[YOUR GOAL] Your reply must be one number: the count of lines in the data below that contain "scale".

Saved data entries:
BEGIN

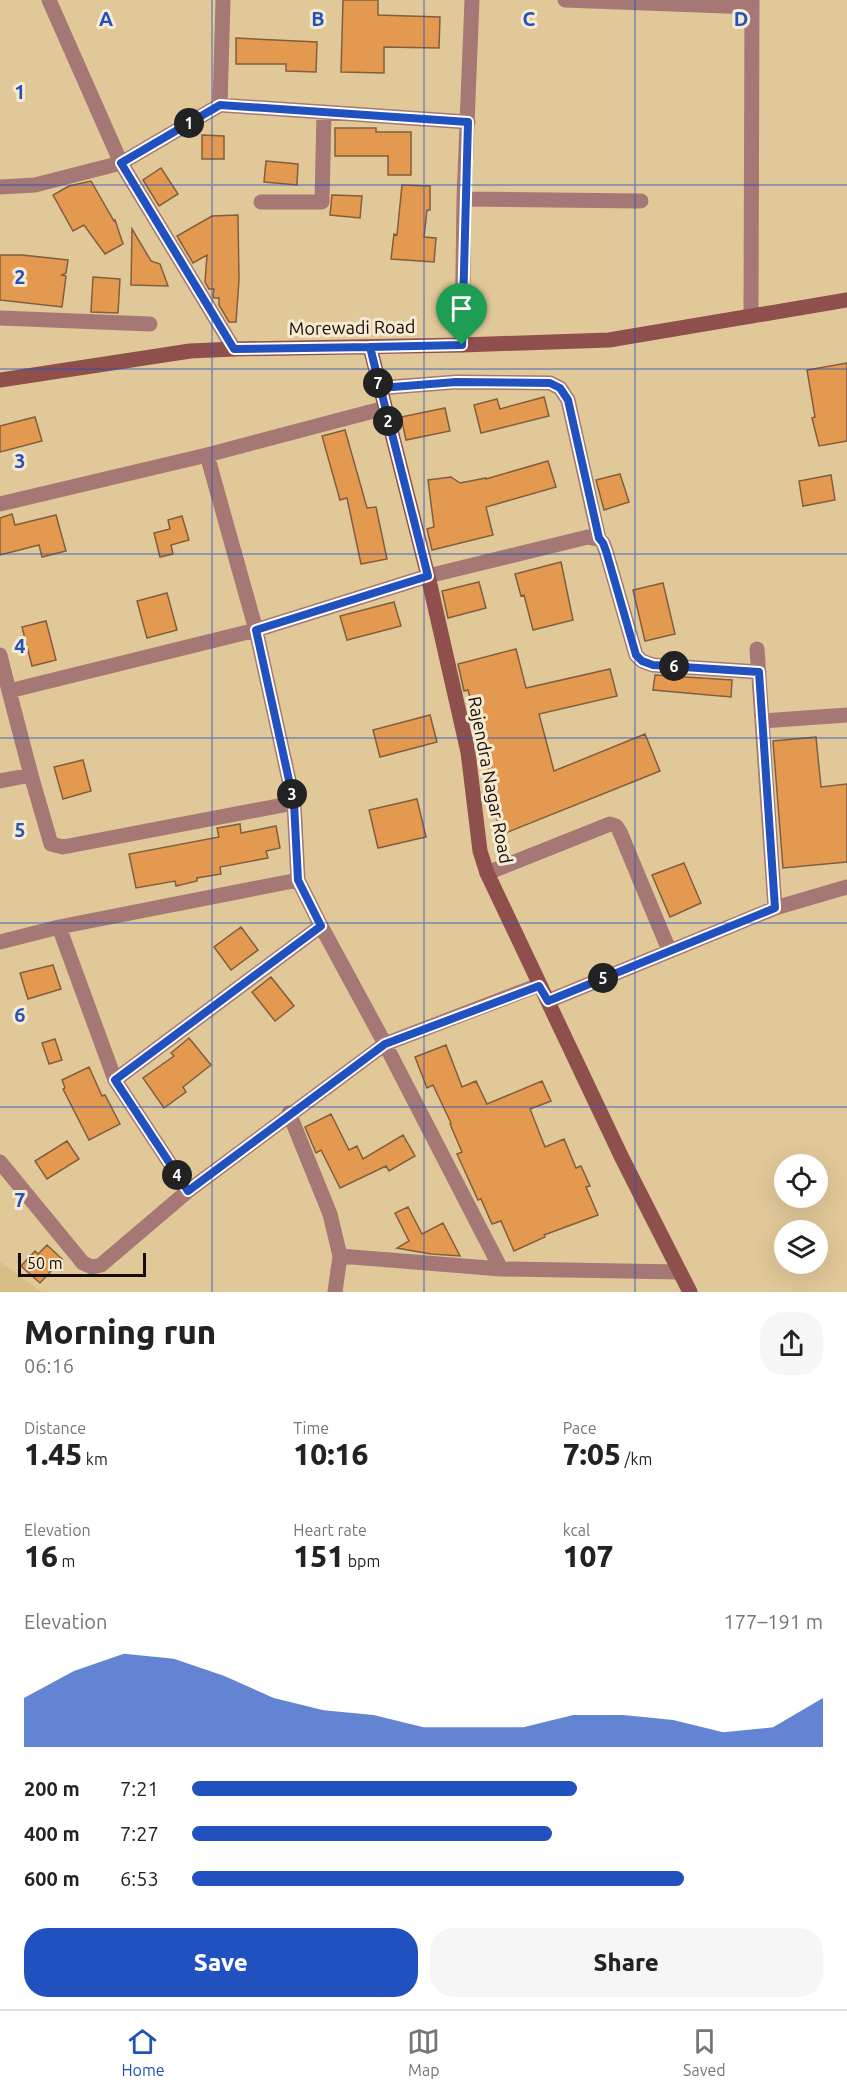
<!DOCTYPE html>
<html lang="en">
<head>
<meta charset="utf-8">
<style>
  :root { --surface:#fff; --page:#f6f6f6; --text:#222; --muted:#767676; --line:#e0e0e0; --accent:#2151bf }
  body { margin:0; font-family:Ubuntu,sans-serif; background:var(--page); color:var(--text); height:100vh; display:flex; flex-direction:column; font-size:22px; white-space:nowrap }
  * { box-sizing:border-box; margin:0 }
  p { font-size:20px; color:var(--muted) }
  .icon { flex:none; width:33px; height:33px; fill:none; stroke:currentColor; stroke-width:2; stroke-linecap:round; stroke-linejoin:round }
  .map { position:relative; height:1292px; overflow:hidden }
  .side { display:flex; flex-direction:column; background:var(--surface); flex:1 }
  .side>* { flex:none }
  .fabs { position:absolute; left:774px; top:1154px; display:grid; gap:12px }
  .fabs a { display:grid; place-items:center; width:54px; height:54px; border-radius:50%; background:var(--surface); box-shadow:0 6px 24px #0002; font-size:30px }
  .scale { position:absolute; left:18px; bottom:15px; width:128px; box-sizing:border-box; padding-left:6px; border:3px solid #150c00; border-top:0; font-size:16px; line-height:21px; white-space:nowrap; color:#150c00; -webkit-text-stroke:4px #f7ead3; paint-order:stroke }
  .pin { position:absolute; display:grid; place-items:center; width:51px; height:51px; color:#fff; margin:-62px -26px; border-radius:50% 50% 50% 0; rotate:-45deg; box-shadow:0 0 6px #0007 }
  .pin .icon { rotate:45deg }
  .km { position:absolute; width:30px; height:30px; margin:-15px; border-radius:50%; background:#222; color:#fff; font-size:16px; line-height:30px; text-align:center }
  .round { display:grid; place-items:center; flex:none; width:63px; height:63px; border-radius:24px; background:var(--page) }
  .summary { display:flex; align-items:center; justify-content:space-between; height:102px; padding:0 24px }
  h1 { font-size:33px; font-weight:800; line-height:45px }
  .stats { display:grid; grid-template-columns:repeat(3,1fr); gap:9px; height:102px; padding:6px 24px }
  .stats div { display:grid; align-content:center }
  .stats b { font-size:30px; font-weight:800 }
  .stats small { font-size:16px; font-weight:400 }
  .stats p { font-size:16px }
  .chart { height:168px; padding:12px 24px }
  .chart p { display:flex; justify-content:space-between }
  .chart svg { width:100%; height:108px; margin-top:6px; fill:var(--accent); opacity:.7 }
  .cta { display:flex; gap:12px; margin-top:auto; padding:12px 24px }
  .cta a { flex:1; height:69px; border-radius:24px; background:var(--accent); color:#fff; font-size:24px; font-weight:800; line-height:69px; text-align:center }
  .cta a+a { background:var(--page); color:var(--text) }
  ul { padding:0 24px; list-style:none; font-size:20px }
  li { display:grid; grid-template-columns:96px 72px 1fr; align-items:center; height:45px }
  li i { height:15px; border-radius:8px; background:var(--accent) }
  .tab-bar { display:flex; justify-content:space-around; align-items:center; height:84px; border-top:2px solid var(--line); background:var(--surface); font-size:16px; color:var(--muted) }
  .tab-bar a { display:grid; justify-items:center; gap:3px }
  .tab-bar .on { color:var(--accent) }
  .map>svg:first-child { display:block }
  .built { fill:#d9bd87 }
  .building { fill:#e49950; stroke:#825e3c; stroke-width:1.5 }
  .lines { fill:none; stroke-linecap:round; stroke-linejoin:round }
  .street { stroke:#a57876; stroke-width:15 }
  .secondary { stroke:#8f504d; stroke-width:15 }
  .route-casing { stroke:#fff; stroke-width:12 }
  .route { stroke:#2151bf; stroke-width:8 }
  .grid { fill:none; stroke:#2151bf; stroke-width:1.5; stroke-opacity:0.55 }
  .labels { text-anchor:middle; stroke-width:6; stroke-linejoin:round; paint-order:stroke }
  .street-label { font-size:18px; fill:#150c00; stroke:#f7ead3 }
  .grid-label { font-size:20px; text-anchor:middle; font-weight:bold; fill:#2151bf; stroke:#f7ead3; stroke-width:6; stroke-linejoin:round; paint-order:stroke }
</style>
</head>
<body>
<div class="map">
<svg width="847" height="1292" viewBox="0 0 847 1292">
  <rect width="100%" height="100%" fill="#e1c899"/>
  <path class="built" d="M0 1262 42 1292H0Z"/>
  <path class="building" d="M343 0H378V15L440 17 439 48 384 47V73L341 72Z
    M236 38 317 42 316 72 286 71V64H236Z
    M335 128H376V132H411V175H388V156H335Z
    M202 135 224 136V159H202Z
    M266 161 298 164 297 185 264 182Z
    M161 168 178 194 159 206 143 180Z
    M91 181 114 221 115 220 123 244 105 254 84 225 73 231 53 195 69 186Z
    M402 185 430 186V210H427L424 237 436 238 434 262 391 259 394 234 397 235Z
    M332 195 362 196 360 218 330 215Z
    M238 215 239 280 236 322H229L219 305V298H214L213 295 214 289H209L205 282 207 255 193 263 177 236 212 216Z
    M132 229 151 261 160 264 168 286 131 285Z
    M0 255H22L68 260 66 273 62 275 66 276 62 307 0 300Z
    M93 277 120 279 118 313 91 312Z
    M847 363V441L819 446 812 418 815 417 807 370Z
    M544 397 549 416 481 433 474 405 497 399 500 409Z
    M445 408 450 431 406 440 401 417Z
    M35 417 42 441 0 452V426Z
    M345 430 367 508 376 507 387 559 361 564 347 498 340 500 322 436Z
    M548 461 556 487 486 507 493 535 432 550 427 529 434 527 428 480 451 477 460 483 486 478V479Z
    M620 474 629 502 604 510 596 480Z
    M831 475 835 500 803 506 799 481Z
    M12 514 15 525 56 515 66 551 42 557 39 545 0 555V518Z
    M182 516 189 540 171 545 173 554 160 557 154 533 170 529 168 520Z
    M561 562 573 620 533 630 524 595 521 596 515 574Z
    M479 582 486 608 448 618 442 591Z
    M663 583 675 634 645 641 633 590Z
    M167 593 177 630 147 638 137 601Z
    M394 602 401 626 347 640 340 616Z
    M46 621 56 660 32 666 22 627Z
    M516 649 526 688 610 669 617 696 539 714 554 771 645 734 660 771 503 834 488 798 495 795 468 690 464 691 458 664Z
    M655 675 732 680 731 697 653 690Z
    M430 715 437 742 380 757 373 730Z
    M816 737 821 787 847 784V862L783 868 773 741Z
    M83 760 91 791 63 799 54 767Z
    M417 799 426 837 378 848 369 810Z
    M240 824 241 833 276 826 280 848 266 851 268 858 220 867 221 874 197 878V881L176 886 175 881 136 888 129 854 219 837 217 828Z
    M684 863 701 903 670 917 652 875Z
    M241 927 258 950 231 970 214 947Z
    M53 965 61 989 28 999 20 973Z
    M271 977 294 1006 275 1021 252 992Z
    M189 1038 211 1065 183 1087 186 1092 164 1108 143 1078 174 1056 171 1053Z
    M55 1039 62 1060 49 1064 42 1043Z
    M446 1045 462 1087 476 1081 487 1104 542 1081 551 1101 530 1109 545 1147 564 1139 576 1168 581 1166 590 1186 586 1187 598 1215 544 1235 545 1237 514 1251 501 1221 492 1224 481 1199 478 1200 457 1154 462 1152 450 1124 451 1123 433 1085 427 1088 415 1057Z
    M89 1067 102 1096 105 1095 120 1124 89 1140 63 1089 65 1088 62 1080Z
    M331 1114 349 1150 357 1146 363 1159 403 1135 415 1156 389 1171 386 1166 340 1188 321 1150 316 1153 305 1127Z
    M67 1141 79 1159 47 1179 35 1161Z
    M408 1207 422 1234 443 1223 460 1256 431 1254 397 1248 409 1241 395 1213Z
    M47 1245 62 1259 40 1283 21 1266 35 1251 38 1254Z"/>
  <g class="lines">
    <path class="street" d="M49 0 121 163 234 349
      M565 0 752 7
      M220 105 468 122
      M0 187 35 185 121 163 220 105 223 0
      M464 199 641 201
      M261 202H322L324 112
      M751 316 752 0
      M0 318 150 324
      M462 345 464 199 472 0
      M379 388 456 382 550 383 560 388 568 400 599 539 603 543 606 551 636 655 642 661 653 665 759 672
      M207 455 256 630 294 803 298 880
      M0 504 207 455 385 408
      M757 649 762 721
      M0 655 9 691
      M31 775 51 844 63 847 294 803
      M0 781 31 775 9 691 256 630 428 576 588 537 599 539
      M487 873 610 824 616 826 620 832 669 950
      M775 908 847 887
      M59 927 115 1080 188 1191
      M0 942 59 927 298 880 321 926 385 1044 501 1269
      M548 1001 775 908 762 721 847 715
      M115 1080 321 926
      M289 1113 330 1214 340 1256 335 1292
      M0 1162 83 1263 92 1267 101 1265 188 1191 385 1044 539 985
      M340 1256 501 1269 680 1272"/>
    <path class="secondary" d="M370 347 428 576 468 752 480 851 487 873 622 1158 690 1292
      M0 380 190 351 234 349 462 345 609 340 847 300"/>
  </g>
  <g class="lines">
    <defs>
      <path id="route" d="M462 345 468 122 220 105 121 163 234 349 370 347 428 576 256 630 294 803 298 880 321 926 115 1080 188 1191 385 1044 539 986 548 1001 775 908 759 672 653 665 642 661 636 655 606 551 603 543 599 538 568 400 560 388 550 383 456 382 380 388 370 347 462 345"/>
    </defs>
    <use href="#route" class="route-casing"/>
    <use href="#route" class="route"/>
  </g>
  <path class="grid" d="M212 0V1292M424 0V1292M635 0V1292M0 185H847M0 369H847M0 554H847M0 738H847M0 923H847M0 1107H847"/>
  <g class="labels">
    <g class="street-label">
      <text transform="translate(352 328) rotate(-1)" y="6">Morewadi Road</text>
      <text transform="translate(490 780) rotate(79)" y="6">Rajendra Nagar Road</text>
    </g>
  </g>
  <g class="grid-label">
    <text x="106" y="26">A</text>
    <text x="318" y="26">B</text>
    <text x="529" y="26">C</text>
    <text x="741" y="26">D</text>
    <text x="20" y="99">1</text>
    <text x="20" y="284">2</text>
    <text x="20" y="468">3</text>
    <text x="20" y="653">4</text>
    <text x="20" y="837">5</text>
    <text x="20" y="1022">6</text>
    <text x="20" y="1207">7</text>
  </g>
</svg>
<div class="fabs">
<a><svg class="icon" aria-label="locate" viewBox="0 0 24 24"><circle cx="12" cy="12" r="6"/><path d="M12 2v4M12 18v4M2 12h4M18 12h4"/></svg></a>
<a><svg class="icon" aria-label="layers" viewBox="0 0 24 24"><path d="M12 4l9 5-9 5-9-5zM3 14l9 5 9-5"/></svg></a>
</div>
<div class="scale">50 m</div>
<div class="pin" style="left:462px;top:345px;background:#1e9e55"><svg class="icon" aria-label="arrive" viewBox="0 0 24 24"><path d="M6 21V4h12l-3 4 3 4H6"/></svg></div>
<b class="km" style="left:189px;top:123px">1</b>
<b class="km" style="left:388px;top:421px">2</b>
<b class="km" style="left:292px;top:794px">3</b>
<b class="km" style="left:177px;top:1175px">4</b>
<b class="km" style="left:603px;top:978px">5</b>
<b class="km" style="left:674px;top:666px">6</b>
<b class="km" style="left:378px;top:383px">7</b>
</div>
<section class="side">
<div class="summary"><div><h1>Morning run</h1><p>06:16</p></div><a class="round"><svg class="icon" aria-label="share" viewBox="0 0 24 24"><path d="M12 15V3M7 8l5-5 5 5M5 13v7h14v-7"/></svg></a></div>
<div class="stats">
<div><p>Distance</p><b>1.45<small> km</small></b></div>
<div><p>Time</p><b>10:16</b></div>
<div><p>Pace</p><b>7:05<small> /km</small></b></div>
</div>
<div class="stats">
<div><p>Elevation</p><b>16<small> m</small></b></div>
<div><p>Heart rate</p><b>151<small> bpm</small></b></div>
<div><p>kcal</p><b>107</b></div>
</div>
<div class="chart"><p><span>Elevation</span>177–191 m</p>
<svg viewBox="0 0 160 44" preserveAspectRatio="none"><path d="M0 44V24L10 13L20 6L30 8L40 15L50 24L60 29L70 31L80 36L90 36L100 36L110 31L120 31L130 33L140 38L150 36L160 24V44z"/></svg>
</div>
<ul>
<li><b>200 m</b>7:21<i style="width:61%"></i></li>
<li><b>400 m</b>7:27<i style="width:57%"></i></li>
<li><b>600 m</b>6:53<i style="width:78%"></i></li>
</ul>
<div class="cta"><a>Save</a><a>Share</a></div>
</section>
<nav class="tab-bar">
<a class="on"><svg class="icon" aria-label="home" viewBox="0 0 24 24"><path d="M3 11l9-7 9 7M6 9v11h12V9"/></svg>Home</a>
<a><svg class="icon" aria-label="map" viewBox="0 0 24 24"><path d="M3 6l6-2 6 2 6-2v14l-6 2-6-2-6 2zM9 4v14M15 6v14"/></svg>Map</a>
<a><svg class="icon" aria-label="saved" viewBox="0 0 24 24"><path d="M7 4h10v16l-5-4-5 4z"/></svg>Saved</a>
</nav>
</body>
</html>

END

[REPLY] 2